Juan Ruiz Goyco, a teacher from Arecibo, Puerto Rico, works hard. In addition to being a full-time teacher, he tutors in the afternoon and then teaches additional night classes at the university. And it’s still not enough. Juan is one of thousands of teachers across the island living paycheck to paycheck.
Now, Ruiz Goyco’s classroom sits empty as he joins the thousands of teachers protesting for fair pay and pension. The protests erupted in January following the approval of a controversial debt restructuring plan by federal Judge Laura Taylor Swain.
The plan would raise the required number of years for retirement eligibility from 30 to 63 years. This would mean that new and young teachers would have to work more than twice as long to be eligible for retirement.

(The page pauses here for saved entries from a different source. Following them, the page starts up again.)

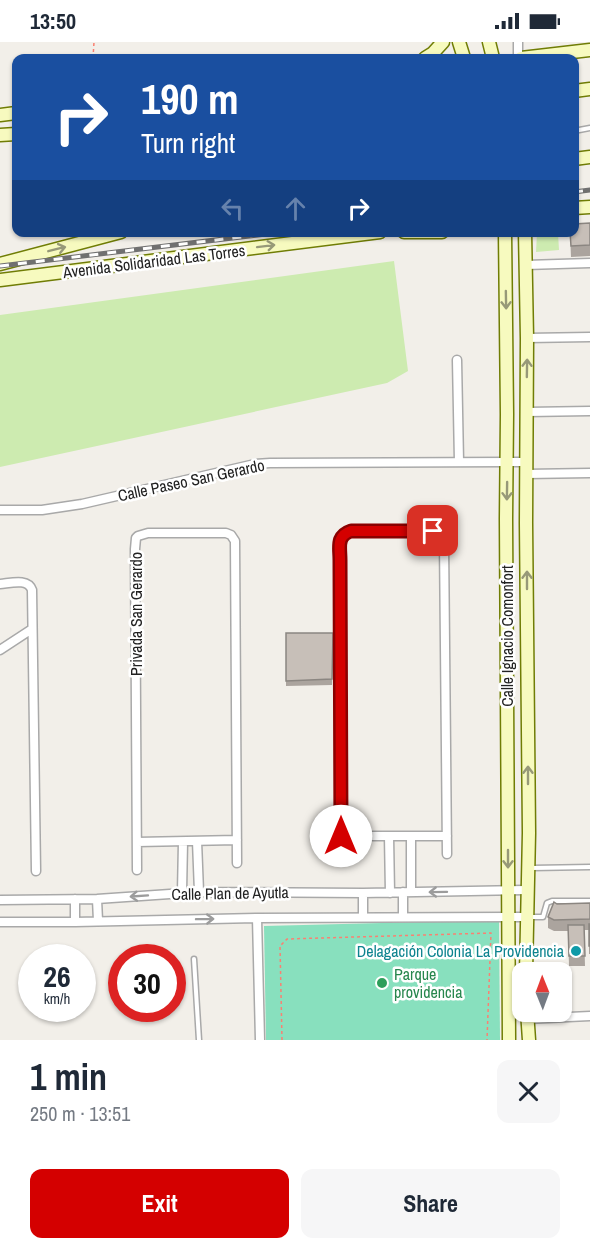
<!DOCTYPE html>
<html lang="en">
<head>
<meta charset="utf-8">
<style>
  :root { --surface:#fff; --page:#f6f6f7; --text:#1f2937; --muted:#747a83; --accent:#d40000 }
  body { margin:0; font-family:"Archivo Narrow",sans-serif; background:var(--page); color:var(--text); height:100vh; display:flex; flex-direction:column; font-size:22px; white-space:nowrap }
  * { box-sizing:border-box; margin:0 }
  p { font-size:20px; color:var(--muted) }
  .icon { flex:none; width:33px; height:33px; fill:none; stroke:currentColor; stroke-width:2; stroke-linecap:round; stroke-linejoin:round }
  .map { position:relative; height:998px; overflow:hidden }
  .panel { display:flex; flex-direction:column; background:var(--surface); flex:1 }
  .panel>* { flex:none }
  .banner { position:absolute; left:12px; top:12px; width:567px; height:183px; border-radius:12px; box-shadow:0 2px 4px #0004; background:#1a4fa0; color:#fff; overflow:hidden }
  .needle { width:39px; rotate:359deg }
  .buttons { position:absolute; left:512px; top:920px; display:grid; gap:12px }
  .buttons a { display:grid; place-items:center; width:60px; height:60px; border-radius:12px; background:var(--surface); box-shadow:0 2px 4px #0004; font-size:30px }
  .speed { position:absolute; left:18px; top:902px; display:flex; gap:12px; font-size:30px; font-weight:700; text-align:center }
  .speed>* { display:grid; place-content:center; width:78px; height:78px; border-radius:50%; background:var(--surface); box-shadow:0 2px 4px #0004; line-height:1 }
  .speed small { font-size:15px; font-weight:400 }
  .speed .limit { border:9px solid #d22; background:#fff; color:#111 }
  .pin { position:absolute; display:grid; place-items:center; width:51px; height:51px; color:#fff; margin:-26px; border-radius:12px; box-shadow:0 3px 9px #0006 }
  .me { position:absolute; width:66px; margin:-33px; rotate:0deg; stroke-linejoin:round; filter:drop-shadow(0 0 4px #0008) }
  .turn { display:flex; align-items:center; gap:21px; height:126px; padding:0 30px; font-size:27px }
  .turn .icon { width:78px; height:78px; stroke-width:2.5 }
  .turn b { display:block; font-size:42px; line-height:51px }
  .lanes { display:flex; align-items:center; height:57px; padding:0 30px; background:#0003; justify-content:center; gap:30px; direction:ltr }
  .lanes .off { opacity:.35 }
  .round { display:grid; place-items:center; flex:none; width:63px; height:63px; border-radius:12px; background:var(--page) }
  .overview { display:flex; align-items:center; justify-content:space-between; height:102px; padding:0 30px }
  h1 { font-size:36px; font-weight:700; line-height:45px }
  .action { display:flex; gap:12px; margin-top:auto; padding:12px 30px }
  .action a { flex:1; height:69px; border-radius:12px; background:var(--accent); color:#fff; font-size:24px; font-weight:700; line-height:69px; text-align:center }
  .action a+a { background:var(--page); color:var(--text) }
  .status { display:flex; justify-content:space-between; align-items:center; height:42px; padding:0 30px; background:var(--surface); direction:ltr }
  .status svg { height:16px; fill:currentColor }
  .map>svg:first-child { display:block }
</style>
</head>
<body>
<div class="status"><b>13:50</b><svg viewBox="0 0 49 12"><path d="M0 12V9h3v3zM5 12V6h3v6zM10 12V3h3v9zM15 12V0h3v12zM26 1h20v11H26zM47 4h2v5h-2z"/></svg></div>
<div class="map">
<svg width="590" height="998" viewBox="0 0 590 998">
  <rect width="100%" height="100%" fill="#f2efe9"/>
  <path fill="#cdebb0" d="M537 191H558L559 208 536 210Z
    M394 219 408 329 387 341 0 425V273Z"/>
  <path fill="#88e0be" d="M499 878 500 998H266L264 884Z"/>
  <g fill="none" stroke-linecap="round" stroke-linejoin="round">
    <g stroke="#a9a9a9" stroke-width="7">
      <path id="service" d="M574 89 590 86
        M532 826 590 825
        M530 875H543L547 861 552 859H590
        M194 917 199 998"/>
    </g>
    <g stroke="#a9a9a9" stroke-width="11">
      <path id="minor" d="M518 16V0
        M526 223 590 221
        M527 296 590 295
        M457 318 459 420
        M527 370 590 369
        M526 432 590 431
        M0 468H42L82 462 255 422 270 421 527 420
        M0 542C11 541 28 536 32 548L36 829
        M0 608 32 587
        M341 794H447
        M389 794 390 851
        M411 794V850
        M197 799 199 850
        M137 800 237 798
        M342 813 340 502C340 494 343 492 350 489H433C440 490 443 493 444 499L447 812
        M137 828 135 507 136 496 138 494 148 491H226L231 493 235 499 237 821
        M182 850 183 800
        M75 857V880
        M97 857 98 879
        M0 858 97 857 199 850 363 851 527 848
        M363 875V851
        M403 875V850
        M257 876 260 998
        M0 880H75L257 876 527 875
        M527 977 590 974"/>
    </g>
    <g stroke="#707d05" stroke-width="15">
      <path id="secondary" d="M459 0 464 16
        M489 0 493 16
        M425 16 433 11 443 0
        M521 16 590 8
        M574 49 590 47
        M0 73 16 71
        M0 93 16 92
        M574 117 590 115
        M574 166 590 165
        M404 190H442
        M505 190 507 372 506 477 509 998
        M525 190 527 296 526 481 529 791 526 930
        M0 222 121 190
        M0 238 380 190
        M527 969 529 998"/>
    </g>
    <path stroke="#fa8072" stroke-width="1.5" stroke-dasharray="3 3" stroke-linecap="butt" d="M93 16 94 0
      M282 998 280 904 287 897 491 891 487 998"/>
    <use href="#service" stroke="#fff" stroke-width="4"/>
    <use href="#minor" stroke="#fff" stroke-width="8"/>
    <use href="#secondary" stroke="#f7fabf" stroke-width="12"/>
    <g stroke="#707070" stroke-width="5">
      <path id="rail" d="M574 150 590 148
        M0 224 282 190"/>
    </g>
    <use href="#rail" stroke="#fff" stroke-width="3" stroke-dasharray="9" stroke-linecap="butt"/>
  </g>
  <path fill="#aba49e" d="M590 181V214L571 215 570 190H574Z
    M286 591H333L332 643 286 644Z
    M590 861V912H589V888H584L585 924H569L568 889H554L548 886V875L557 862Z"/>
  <path fill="#c7bfb8" stroke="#8b8681" stroke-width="1.5" d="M590 181V203L571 204 570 190H574V182Z
    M286 591H333L332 637 286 639Z
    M554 860 557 862 590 861V877L554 878 548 875Z
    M589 882H590V904H589Z
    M568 883H584L585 914H569Z"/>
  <defs><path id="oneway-shaft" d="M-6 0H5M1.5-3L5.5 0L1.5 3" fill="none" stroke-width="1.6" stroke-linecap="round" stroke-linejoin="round" transform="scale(1.5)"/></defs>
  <g stroke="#979978">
    <use href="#oneway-shaft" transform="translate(266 204) rotate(-7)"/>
    <use href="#oneway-shaft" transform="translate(57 207) rotate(-14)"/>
    <use href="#oneway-shaft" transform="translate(506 258) rotate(89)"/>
    <use href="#oneway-shaft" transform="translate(527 326) rotate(-89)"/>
    <use href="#oneway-shaft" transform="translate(507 449) rotate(91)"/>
    <use href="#oneway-shaft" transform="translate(527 538) rotate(-90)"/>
    <use href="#oneway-shaft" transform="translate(528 733) rotate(-90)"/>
    <use href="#oneway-shaft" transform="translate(508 817) rotate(90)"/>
  </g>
  <g stroke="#9c9c9c">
    <use href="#oneway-shaft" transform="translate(438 850) rotate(179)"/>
    <use href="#oneway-shaft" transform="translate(139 854) rotate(176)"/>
    <use href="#oneway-shaft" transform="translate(205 877) rotate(-1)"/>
  </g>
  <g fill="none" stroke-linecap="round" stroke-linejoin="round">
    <g stroke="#8a0000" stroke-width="15">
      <path id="route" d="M341 794 340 518C340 505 336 494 351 489H433"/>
    </g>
    <use href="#route" stroke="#d40000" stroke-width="10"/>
  </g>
  <circle fill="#0f9aa8" stroke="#fff" stroke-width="2" cx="576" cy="909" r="6"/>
  <circle fill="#2e9e5b" stroke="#fff" stroke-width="2" cx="382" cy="941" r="6"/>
  <g text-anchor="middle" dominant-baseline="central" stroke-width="5" stroke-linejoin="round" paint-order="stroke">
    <g font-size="16" fill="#222" stroke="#fff">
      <text transform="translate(154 219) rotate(-7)">Avenida Solidaridad Las Torres</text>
      <text transform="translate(191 438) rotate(-12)">Calle Paseo San Gerardo</text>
      <text transform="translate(136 572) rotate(-90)">Privada San Gerardo</text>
      <text transform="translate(507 594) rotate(-90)">Calle Ignacio Comonfort</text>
      <text transform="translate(230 851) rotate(-1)">Calle Plan de Ayutla</text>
    </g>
    <g font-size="16" fill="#0d838f" stroke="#fff" text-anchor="end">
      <text x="564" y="909">Delagación Colonia La Providencia</text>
    </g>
    <g font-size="16" fill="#27864d" stroke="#fff" text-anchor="start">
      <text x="394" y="932">Parque<tspan x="394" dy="18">providencia</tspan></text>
    </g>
  </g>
</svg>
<div class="buttons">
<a><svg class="needle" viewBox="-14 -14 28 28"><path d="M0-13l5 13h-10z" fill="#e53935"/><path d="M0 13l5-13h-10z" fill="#747a83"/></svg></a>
</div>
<div class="speed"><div>26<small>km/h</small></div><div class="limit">30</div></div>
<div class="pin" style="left:433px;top:489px;background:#d93025"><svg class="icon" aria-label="arrive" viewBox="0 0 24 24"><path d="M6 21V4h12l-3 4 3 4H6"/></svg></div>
<svg class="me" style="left:341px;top:794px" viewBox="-20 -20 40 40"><circle r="19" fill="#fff"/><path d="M0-13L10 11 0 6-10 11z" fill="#d40000"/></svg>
<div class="banner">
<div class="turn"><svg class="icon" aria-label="right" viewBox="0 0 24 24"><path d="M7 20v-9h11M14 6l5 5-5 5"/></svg><div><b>190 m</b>Turn right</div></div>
<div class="lanes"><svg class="icon off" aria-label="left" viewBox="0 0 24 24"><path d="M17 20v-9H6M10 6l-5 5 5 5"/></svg><svg class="icon off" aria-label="ahead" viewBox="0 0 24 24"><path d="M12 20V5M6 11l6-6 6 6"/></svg><svg class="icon" aria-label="right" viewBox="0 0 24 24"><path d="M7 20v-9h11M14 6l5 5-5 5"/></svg></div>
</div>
</div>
<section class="panel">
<div class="overview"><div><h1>1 min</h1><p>250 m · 13:51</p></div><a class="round"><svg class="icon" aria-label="close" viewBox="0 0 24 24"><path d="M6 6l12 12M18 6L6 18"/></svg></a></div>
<div class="action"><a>Exit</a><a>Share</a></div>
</section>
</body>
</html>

The restructuring plan — which was intended to offset some of the Puerto Rican government’s $74 billion debt — raises teachers’ base monthly salaries from $1,750 to $2,220. This is the first pay increase the teachers of Puerto Rico have received since 2008.

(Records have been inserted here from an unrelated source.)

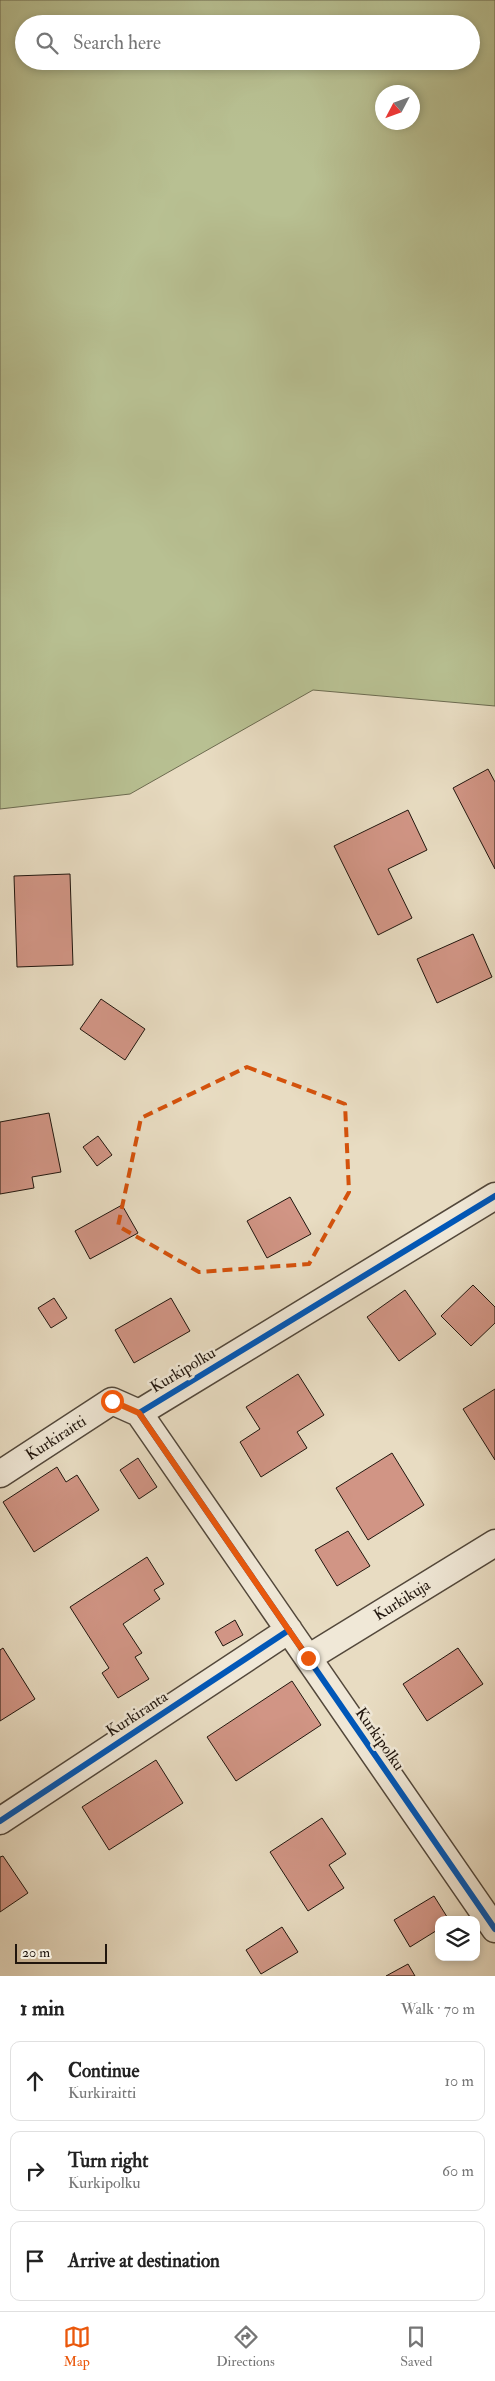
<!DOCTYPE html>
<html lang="en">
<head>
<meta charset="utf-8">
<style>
	body { margin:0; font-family:"IM FELL Double Pica",serif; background:#f2f2f2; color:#222 }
	.controls { position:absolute; right:15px; bottom:15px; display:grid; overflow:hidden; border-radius:10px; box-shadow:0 2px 8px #0003 }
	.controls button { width:45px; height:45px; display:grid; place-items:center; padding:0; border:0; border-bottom:1px solid #e0e0e0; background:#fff; color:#222; font:25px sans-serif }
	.compass { position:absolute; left:375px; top:85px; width:45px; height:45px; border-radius:50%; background:#fff; box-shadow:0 2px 8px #0003; rotate:229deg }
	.scale { position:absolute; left:15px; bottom:12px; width:92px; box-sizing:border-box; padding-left:5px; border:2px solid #21160e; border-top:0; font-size:14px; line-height:18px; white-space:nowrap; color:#21160e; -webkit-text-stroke:4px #f0e8d7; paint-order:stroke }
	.stop { position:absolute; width:15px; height:15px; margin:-11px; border:4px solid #ea580c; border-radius:50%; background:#fff }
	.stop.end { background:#ea580c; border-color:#fff; box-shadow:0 1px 5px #0008 }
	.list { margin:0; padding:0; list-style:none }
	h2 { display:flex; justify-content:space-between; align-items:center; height:65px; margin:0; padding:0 20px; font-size:21px }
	h2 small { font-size:16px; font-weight:400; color:#767676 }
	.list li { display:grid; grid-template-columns:32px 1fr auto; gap:15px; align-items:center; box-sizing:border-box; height:80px; margin:0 10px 10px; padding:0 10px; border:1px solid #e0e0e0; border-radius:10px }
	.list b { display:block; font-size:19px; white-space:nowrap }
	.list p { margin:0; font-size:16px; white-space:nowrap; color:#767676 }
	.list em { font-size:16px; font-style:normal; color:#767676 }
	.icon { flex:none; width:28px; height:28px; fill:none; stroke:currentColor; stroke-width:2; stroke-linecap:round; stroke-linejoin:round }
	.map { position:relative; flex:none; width:495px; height:1976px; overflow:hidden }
	.search { position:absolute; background:#fff; box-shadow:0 2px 8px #0003; left:15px; right:15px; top:15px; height:55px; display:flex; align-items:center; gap:12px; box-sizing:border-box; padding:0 18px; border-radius:28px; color:#767676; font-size:19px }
	.sheet { height:335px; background:#fff }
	nav { display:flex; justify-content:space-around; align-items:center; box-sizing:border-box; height:70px; border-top:1px solid #e0e0e0; background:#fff; font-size:14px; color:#767676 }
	nav a { display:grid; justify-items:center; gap:2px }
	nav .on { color:#ea580c }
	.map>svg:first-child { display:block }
</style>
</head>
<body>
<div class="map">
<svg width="495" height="1976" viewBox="0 0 495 1976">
	<rect width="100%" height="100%" fill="#e8dcc2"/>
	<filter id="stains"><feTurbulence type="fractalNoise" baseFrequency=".004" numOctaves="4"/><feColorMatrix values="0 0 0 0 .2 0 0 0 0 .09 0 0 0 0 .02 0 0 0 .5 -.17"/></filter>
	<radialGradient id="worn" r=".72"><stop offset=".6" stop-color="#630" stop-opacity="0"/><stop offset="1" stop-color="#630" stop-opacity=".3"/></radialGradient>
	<!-- green -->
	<path fill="#b8c092" stroke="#6c6b50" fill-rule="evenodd" d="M0,0H495V706L313,690L130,794L0,809ZM24,24H471V61H24ZM412,92V122H382V92Z"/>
	<!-- building -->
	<path fill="#d19585" stroke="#21160e" d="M488,769L495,782V869L453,788Z
		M408,810L427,850L388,869L412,918L378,935L334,846Z
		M70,874L73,965L17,967L14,876Z
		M473,934L492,977L437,1003L417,959Z
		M101,999L145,1029L125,1060L80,1029Z
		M49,1113L61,1172L32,1177L34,1188L0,1194V1122Z
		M98,1136L112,1155L97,1166L83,1147Z
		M290,1197L311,1234L267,1258L247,1221Z
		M122,1205L138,1233L90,1259L75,1231Z
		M473,1285L495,1307V1323L471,1346L441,1316Z
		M405,1290L436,1334L399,1361L367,1317Z
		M54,1298L67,1318L51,1328L38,1308Z
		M171,1298L190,1331L134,1363L115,1330Z
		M298,1374L324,1415L297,1432L307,1448L261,1477L240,1442L260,1429L246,1407Z
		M495,1389V1460L463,1409Z
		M392,1453L424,1505L368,1540L336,1488Z
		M138,1458L157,1487L139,1499L120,1470Z
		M57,1467L66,1482L77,1475L99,1510L34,1552L3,1502Z
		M348,1531L370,1566L337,1586L315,1550Z
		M147,1557L164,1584L154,1590L160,1599L123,1624L142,1653L135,1657L149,1679L118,1698L102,1673L109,1668L70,1607Z
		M235,1620L243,1635L223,1646L215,1632Z
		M3,1648L35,1699L0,1721V1650Z
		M458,1648L483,1684L427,1721L403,1684Z
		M292,1681L321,1725L236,1781L207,1737Z
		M156,1760L183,1803L109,1850L82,1807Z
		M322,1818L346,1854L329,1865L344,1888L308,1911L270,1852Z
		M3,1856L28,1893L0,1912V1857Z
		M434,1896L449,1920H439V1929L410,1947L394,1920Z
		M282,1927L298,1952L261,1974L246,1950Z
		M408,1964L415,1976H386Z"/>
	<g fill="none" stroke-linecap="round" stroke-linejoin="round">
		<!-- street casing -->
		<g stroke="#53483b" stroke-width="29">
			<path id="street" d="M139,1413L495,1929
				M139,1413L495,1196
				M0,1474L112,1401L139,1413
				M308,1658L495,1543
				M0,1821L289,1630"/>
		</g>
		<!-- street -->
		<use href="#street" stroke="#f0e8d7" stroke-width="26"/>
		<!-- cycleway casing -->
		<g stroke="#f0e8d7" stroke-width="9">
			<path id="cycleway" d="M495,1196L139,1413L495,1929
				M0,1821L289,1630"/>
		</g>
		<!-- cycleway -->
		<use href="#cycleway" stroke="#0057b8" stroke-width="6"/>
	</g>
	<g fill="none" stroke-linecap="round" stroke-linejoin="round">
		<!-- route -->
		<path stroke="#ea580c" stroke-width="6" d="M112,1401L139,1413L308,1658"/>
	</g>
	<!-- marked area -->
	<path fill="none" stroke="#d4520c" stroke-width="4" stroke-dasharray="10 6" stroke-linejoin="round" d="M247,1067L345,1104L349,1192L309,1264L199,1272L118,1226L141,1118Z"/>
	<g text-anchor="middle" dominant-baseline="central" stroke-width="5" stroke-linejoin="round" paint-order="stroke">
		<!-- street labels -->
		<g font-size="16" fill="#21160e" stroke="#f0e8d7">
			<text transform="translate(183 1370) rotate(-31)">Kurkipolku</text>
			<text transform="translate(56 1438) rotate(-33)">Kurkiraitti</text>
			<text transform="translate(402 1600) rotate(-32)">Kurkikuja</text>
			<text transform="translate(137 1714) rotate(-33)">Kurkiranta</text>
			<text transform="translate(380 1739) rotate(55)">Kurkipolku</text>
		</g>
	</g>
	<rect width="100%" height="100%" filter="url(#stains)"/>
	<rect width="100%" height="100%" fill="url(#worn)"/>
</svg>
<div class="controls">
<button><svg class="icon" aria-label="layers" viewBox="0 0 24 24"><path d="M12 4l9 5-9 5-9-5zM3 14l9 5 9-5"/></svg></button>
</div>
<svg class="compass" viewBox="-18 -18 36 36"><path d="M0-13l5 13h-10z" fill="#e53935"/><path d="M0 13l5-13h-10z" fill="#767676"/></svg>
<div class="scale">20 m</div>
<div class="stop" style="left:112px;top:1401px"></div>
<div class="stop end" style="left:308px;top:1658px"></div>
<div class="search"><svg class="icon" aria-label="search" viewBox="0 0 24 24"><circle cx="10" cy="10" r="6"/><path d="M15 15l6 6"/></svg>Search here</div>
</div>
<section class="sheet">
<h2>1 min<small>Walk · 70 m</small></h2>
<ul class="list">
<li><svg class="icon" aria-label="ahead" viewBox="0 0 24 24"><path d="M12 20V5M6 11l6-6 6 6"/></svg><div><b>Continue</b><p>Kurkiraitti</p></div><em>10 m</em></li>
<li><svg class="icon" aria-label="right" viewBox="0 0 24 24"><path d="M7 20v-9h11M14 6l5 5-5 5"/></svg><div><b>Turn right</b><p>Kurkipolku</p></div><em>60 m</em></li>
<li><svg class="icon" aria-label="arrive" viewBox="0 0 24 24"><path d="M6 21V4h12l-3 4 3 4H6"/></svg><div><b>Arrive at destination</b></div></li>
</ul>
</section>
<nav>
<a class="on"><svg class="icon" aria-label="map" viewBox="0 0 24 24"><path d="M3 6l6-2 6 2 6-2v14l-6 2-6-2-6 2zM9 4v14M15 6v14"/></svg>Map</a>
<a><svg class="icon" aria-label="directions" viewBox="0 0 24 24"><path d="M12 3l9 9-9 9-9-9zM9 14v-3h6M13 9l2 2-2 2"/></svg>Directions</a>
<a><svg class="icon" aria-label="saved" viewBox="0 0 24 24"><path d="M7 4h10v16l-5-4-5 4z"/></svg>Saved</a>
</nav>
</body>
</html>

“I have a Ph.D. and I barely even make it to $2,000 with the Department of Education. I have to look for other jobs to survive. It’s just not enough,” Ruiz Goyco told Latino Rebels.
On Feb. 4, the Department of Education reported that only 28% of teachers in Puerto Rico reported to their schools. Protesters have demonstrated at the foot of the Capitolio, the island’s legislative building, and have marched to La Fortaleza, the governor’s residence.
“The governor of Puerto Rico and the legislature is responsible for us being here today,” said Mercedes Martínez Padilla, president of the Teacher’s Federation of Puerto Rico, as she spoke to a crowd of thousands en route to the governor’s home. “They are pretending that we should work until 31 years of service, until 63 years of age, for pensions that are just crumbs.”
The teachers unions of Puerto Rico are demanding a minimum base pay of $2,700, or $15.38 an hour, as well as protection from further cuts to teacher pensions.
According to data from the U.S. Census Bureau, 44% of Puerto Ricans live below the poverty line. After Hurricane Maria hit the island, reconstruction on the island has led to an increase in new arrivals flipping properties and ultimately pricing Puerto Ricans out of their own homes.
Protesters have warned of a mass resignation by March 15 if the debt restructuring plan goes into effect.
“I want to stay in my country,” Mónica Pérez Santiago, an elementary teacher from Guaynabo told the New York Times. “It will be sad if in 30 years, things are still the same.”